Last week I participated in the third Marrakech Security Forum which this year focused on “Issues and security consequences of transition in North Africa”. It also included several panels on the consequences for the Sahel region, as well as the problem of drugs trafficking in West Africa. In this well-ordered event organized by Federation Africaine Des etudes Strategiques/Centre Marocain des Etudes Strategiques there were participants from some 50 countries, about 120 men but only 10 women, clearly indicating the male biased interest in the security business. Participants came chiefly from the MENA region but to quite some extent also from francophone Africa south of the Sahara. It was a crowd of senior diplomats, high rank militaries and professors. It appeared that everyone was a director of one institute or another other. There were naturally also a number of Europeans and Americans. Many of the more than hundred, too brief, presentations were quite general statements on the political situation in North Africa and in the Sahel region. Interestingly U.S. officials and academics choose to humbly downplay the U.S. role in Africa in the years to come, except for in a few strategic countries. French officials raised concern over the situation in Algeria and also talked about the situation in the Sahel as “war” and showed concern for the increasing interconnectedness of militant Islamist groups in the region and all the way down to Nigeria. Participants from Africa South of the Sahara gave quite divergent views on the possibilities of an “African spring”, but the Sahelialists were equally afraid of developments around AQIM, Boko Haram and other radical groups. I gave a broad talk on radicalization in West Africa:
On sporadic radicalism
presentation at the 3rd edition of the Marrakech Security Forum, January 19-22 2012
This month marks 20 years since I first went to Sierra Leone. For the past 15 years I have conducted research on rebel soldiers and militia in Sierra Leone and Liberia. My predominant focus has been on rank and file soldiers, but also more recently on mid-level commanders, a few even trained in Benghazi, Libya under the Gaddafi regime, during the second half of the 1980s. I have also worked a bit on Somalia; mainly focusing on big businessmen who have become wealthy during the war in that country, but also on supporters of al Shabaab. I will spend only a few minutes of your time today as I have chiefly one observation to add to what others have already said during the conference. My observation has implication of how we perceive and deal with groups such as AQIM in the Sahel. I am interested in extremism, political and or religious; Christian and Muslim alike. From an analytic perspective I think we should be careful to separate them.

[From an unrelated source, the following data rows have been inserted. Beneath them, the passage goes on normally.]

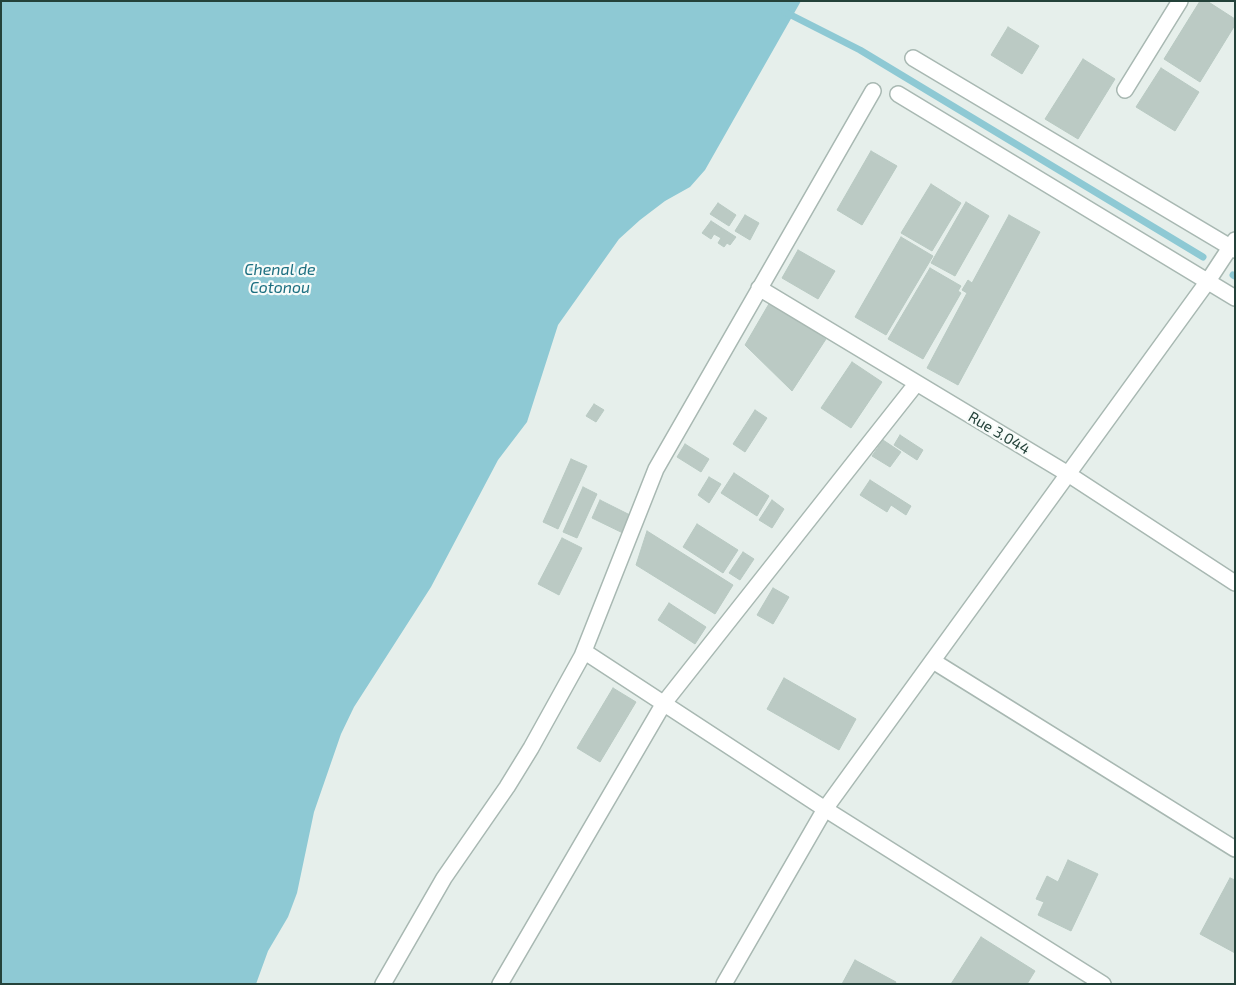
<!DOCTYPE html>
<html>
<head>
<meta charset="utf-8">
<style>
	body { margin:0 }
	#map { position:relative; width:1236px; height:985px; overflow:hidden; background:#e6efeb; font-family:"Exo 2",sans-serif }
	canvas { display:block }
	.frame { position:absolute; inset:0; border:2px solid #24423a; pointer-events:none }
</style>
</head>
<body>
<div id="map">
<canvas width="1236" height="985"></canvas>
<div class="frame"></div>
</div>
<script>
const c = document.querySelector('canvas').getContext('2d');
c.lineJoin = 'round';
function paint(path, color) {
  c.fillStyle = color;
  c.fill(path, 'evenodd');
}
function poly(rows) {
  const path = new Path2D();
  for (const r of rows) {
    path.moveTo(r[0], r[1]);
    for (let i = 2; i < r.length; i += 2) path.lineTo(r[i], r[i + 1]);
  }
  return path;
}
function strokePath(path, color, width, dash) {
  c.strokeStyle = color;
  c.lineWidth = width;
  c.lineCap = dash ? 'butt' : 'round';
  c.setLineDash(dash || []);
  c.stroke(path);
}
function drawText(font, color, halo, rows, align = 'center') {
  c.font = font + ' "Exo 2",sans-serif';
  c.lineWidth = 4.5;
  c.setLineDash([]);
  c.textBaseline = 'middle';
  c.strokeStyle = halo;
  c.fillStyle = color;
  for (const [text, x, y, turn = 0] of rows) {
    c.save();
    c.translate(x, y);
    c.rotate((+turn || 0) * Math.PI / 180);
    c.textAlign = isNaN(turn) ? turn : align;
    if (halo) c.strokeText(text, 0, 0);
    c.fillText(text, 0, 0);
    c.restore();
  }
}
const water = poly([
	[1,1,801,1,705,170,690,187,665,201,640,220,619,239,558,325,527,422,498,460,431,587,354,707,341,734,314,812,297,893,288,917,268,951,256,984,1,984]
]);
const stream = poly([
	[785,12,860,50,1203,257],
	[1233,275,1235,276]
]);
const building = poly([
	[1200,1,1207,1,1235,19,1235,25,1200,82,1164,59,1200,1],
	[1008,27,1039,46,1022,74,991,55,1008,27],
	[1083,59,1115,79,1078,139,1045,119,1083,59],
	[1161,68,1199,92,1175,131,1136,107,1161,68],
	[871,151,897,166,862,225,837,210,871,151],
	[931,184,961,203,932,251,901,233,931,184],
	[966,202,989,216,955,276,931,263,966,202],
	[718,203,736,215,729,226,710,214,718,203],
	[745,215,759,223,750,240,735,231,745,215],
	[1009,215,1040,232,958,385,927,368,967,293,962,290,968,280,972,283,1009,215],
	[711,221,736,237,730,245,727,243,724,247,718,243,721,238,714,234,711,239,702,233,711,221],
	[901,237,933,256,886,335,855,317,901,237],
	[798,250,835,271,818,299,782,278,798,250],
	[930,268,961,286,958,291,961,293,923,359,888,339,930,268],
	[770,302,826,339,792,391,745,345,770,302],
	[852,362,882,382,851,428,821,408,852,362],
	[594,404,604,410,596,422,586,416,594,404],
	[755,410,767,418,745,452,733,444,755,410],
	[900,435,923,450,917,460,894,445,900,435],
	[883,440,901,452,890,467,872,456,883,440],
	[685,444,709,459,701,472,677,457,685,444],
	[571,459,587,466,558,529,543,522,571,459],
	[734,473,769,496,757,516,721,493,734,473],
	[709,477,721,484,709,503,698,495,709,477],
	[870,480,911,506,906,515,891,505,887,512,860,495,870,480],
	[583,487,597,494,577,538,563,532,583,487],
	[600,500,636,518,627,535,592,518,600,500],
	[772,500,784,509,772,528,759,520,772,500],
	[697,524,738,550,723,573,683,547,697,524],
	[647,531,733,585,715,614,636,565,647,531],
	[562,538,582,548,559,595,538,584,562,538],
	[743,552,754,559,740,580,729,573,743,552],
	[773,588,789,597,773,624,757,615,773,588],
	[669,603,706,627,695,644,658,620,669,603],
	[784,678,856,719,839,750,767,709,784,678],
	[613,688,636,702,600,762,577,748,613,688],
	[1068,860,1098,874,1071,931,1038,915,1044,902,1036,899,1047,876,1058,882,1068,860],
	[1230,878,1235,880,1235,953,1200,934,1230,878],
	[981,937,1035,971,1027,984,951,984,981,937],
	[855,960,896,982,895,984,842,984,855,960]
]);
const minor = poly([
	[913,58,1235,250],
	[1125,90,1180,1],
	[898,94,1235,298],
	[759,288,1068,474,1235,583],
	[585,652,825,809,1103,984],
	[933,661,1235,849],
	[383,984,444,878,507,787,531,748,582,656,656,469,873,91],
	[500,984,664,703,916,384],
	[724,984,825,809,1208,281,1235,240]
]);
const streetNames = [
	["Rue 3.044",999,433,31]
];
const waterNames = [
	["Chenal de",280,270],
	["Cotonou",280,288]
];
paint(water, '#8ec9d4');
strokePath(stream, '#8ec9d4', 7);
paint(building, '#bbcac4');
strokePath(building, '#b8c9c2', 1);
strokePath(minor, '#a8b8b2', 18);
strokePath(minor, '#fff', 15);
drawText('15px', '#24423a', '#f7fbf9', streetNames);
drawText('italic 16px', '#1c6f80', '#f7fbf9', waterNames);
</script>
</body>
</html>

I have a particular research interest in radical groups of predominantly young men – part of what others here at the conference called the youth bulge, but which for social and political realities on the ground make sense only if we include “youth” well into their thirties (as I and others have argued elsewhere). My experience working with radical rebel elements is that political agendas are secondary to the vast majority. The reason for joining such movements is rather a hunt for fresh social turf, or social platforms; aiming for social mobility and escaping socio-economic marginality. I want to stress that economic motives are not a sufficient explanation. Young people become revolutionary or radical because they want to escape “social death” (ref. Ghassan Hage) – death before dying – experiencing no possibilities of living a worthy life, and thus radically shift their own private life predicament, by the usage of violence and at times radical political rhetoric.
Many are indeed resentful of national leadership and commonly also local leaders. They urge to see rapid social change and consider radical movements, such as rebel groups or militant religious groups as the only opportunity. This goes for rebel groups such as RUF in Sierra Leone, but also for al Shabaab in Somalia or AQIM in the Sahel. BUT they are sporadically radical, the title of a paper that I am currently writing together with Danish anthropologist Henrik Vigh. They are radical for the moment, as there is an opportunity for it – but it ought not to be seen as a constant. That is also a partial reason why we see business and military action hand in hand. Mining, trafficking of drugs or contraband cigarettes, or migrants is as much part of the deal as is for instance religion.
Joining rebel groups is equally about finding security for self and family, but it is most often also a question of morals. It is about contesting the low morals of a dominant other, a national political leadership. That is nothing new as such; we need just to look at historical sources from northern Nigeria, as Murray Last has done, pointing out that Islam has been radicalized over the centuries since it arrived to that region – it has been cyclical. Radical Islam, just as radical version of Christianity come and go, wax and wane and is to quite some extent a, at times, violent commentary on a particular political geography. The current active Boko Haram easily comes to mind, but also semi-formalized groups of Christian and Muslim radicals in other Nigerian cities such as Jos. If we push members of these groups too hard with military, other forms of violence or structural action they have little chance of political reversal, and will no longer be sporadically radical, but enter a state of chronic radicalism as seen in many places across the world today.
Instead we need to work towards the creation of alternative social and, but not only, economic opportunity structures for young marginal citizens whether in Sierra Leone, Somalia or Mali so as they will not see radical movements as their only path to escape social death; you may suggest that they are radically confused (indoctrinated and what not), but they are also in a radical way trying to escape social death.